Published January 13, 2015
When a Connecticut man vanished from his honeymoon cruise a year ago, his young widow and her new in-laws were united in grief.
They mourned together and shared anger at how Royal Caribbean responded after George Allen Smith IV disappeared in the Mediterranean last July after a night of heavy drinking. They sat together at a congressional hearing last year as they lobbied for changes in how cruise lines report suspected crimes at sea.
But quietly behind the scenes, Smith's family harbored doubts about his widow, Jennifer Hagel Smith. Those doubts grew into suspicions that erupted after Hagel Smith reached a settlement with Royal Caribbean two weeks ago while Smith's family sued the cruise line.
The FBI is investigating, but no one has been charged and no body has been recovered.
Hagel Smith, who was found passed out on a floor far from the couple's cabin, says she has no recollection of what happened and has passed an FBI polygraph test.
Witnesses have said she argued with her husband the night he disappeared, kicked him in the groin and left the ship's bar.
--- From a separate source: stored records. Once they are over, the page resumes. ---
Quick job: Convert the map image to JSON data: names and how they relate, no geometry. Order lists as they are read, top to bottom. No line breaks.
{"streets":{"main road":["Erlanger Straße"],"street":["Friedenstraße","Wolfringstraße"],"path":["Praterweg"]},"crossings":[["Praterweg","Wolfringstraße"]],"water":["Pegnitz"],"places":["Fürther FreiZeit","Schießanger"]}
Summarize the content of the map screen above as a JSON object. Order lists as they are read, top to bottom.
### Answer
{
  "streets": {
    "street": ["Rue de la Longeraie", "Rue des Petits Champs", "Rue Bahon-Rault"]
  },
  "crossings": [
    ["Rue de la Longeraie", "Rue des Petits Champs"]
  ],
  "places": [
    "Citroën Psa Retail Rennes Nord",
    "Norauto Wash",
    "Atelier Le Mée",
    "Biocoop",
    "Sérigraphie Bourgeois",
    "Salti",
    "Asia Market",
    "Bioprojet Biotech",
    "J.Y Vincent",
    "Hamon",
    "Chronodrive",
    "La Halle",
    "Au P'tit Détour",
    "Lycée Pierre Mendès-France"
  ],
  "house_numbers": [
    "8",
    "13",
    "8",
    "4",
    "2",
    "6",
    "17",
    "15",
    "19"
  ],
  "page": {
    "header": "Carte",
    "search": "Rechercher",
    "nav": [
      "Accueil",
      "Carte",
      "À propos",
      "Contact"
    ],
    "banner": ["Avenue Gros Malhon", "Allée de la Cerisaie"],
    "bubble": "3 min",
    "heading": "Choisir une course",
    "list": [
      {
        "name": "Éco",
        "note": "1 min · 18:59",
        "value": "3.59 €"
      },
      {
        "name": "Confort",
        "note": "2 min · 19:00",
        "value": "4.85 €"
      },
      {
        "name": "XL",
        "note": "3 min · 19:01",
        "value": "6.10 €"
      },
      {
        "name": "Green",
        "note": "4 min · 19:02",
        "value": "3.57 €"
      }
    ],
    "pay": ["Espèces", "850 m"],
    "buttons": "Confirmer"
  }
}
Hagel Smith has called those accounts "ridiculous" and "outlandish."
The Smiths vowed to depose Hagel Smith as part of their lawsuit.
"She's definitely hiding something," said Smith's sister, Bree. "It's not clear to us whether Jennifer is hiding behavior that is just embarrassing or of some greater importance to the investigation. We have reported all such behavior to the FBI as it occurred."
Bree Smith said Friday that her family broke off communication with Hagel Smith last fall after she indicated she did not want to be deposed in a civil or criminal case.
"I thought this was suspicious enough that I did inform the FBI," Bree Smith said.
The Smiths said Hagel Smith also told them FBI advised her not to talk to agents about the case, a claim the Smiths say they later learned was not true.
James Walker, Hagel Smith's attorney, said she has nothing to hide. The FBI views her as a victim, assigning her a specialist who works with victims, Walker said.
"The comments are regrettable and they're misplaced," Walker said. "The Smiths unfortunately have lost their focus on the most important issue, that is the criminal investigation into the individuals who are directly responsible for George's death."
The FBI did advise Hagel Smith not to talk about the case, Walker said. He said the Smiths brought up a lawsuit within weeks of George Smith's disappearance, when his client was emotionally drained.
"Jennifer will appear at that deposition and raise her right hand and tell the truth," Walker said.
Hagel Smith said in an interview with The Associated Press that the notion she feared a deposition because she has something to hide makes no sense because she was extensively questioned by the FBI.
"If that was the case, then obviously who would be a better judge than the FBI," Hagel Smith said. "I was the first person to willingly sit for a polygraph test."
The attack from the Smiths brought Hagel Smith's family into the dispute publicly for the first time.
"Bring it on," said John Hagel, her father. "It really hurts us deeply that they're attacking my daughter. As a father, if they're going to attack my daughter I'm going to fight back."
In their lawsuit, Smith's family members accused the cruise line of a cover-up that hindered the investigation. The cruise line has denied the allegations, saying employees cooperated fully in the investigation.
Bree Smith said that after her brother disappeared, her sister-in-law used to visit her parents every week, often spending the night. The families talked about the couple's wedding in Newport Beach, R.I., and about fond memories of George, but never his disappearance, she said.
Smith's family was planning to join his widow in a separate wrongful death lawsuit against Royal Caribbean before she reached the settlement. Hagel Smith said she believes the settlement will help bring some closure.
"It's been a hard year," Hagel Smith said. "But I think it was made that much more difficult because of the misplaced anger and resentment."
Hagel Smith said the settlement will give her access to all the information the cruise line developed about the case. But she said that will not satisfy the Smiths.
"Other than turning back time," she said, "nothing will ever be sufficient."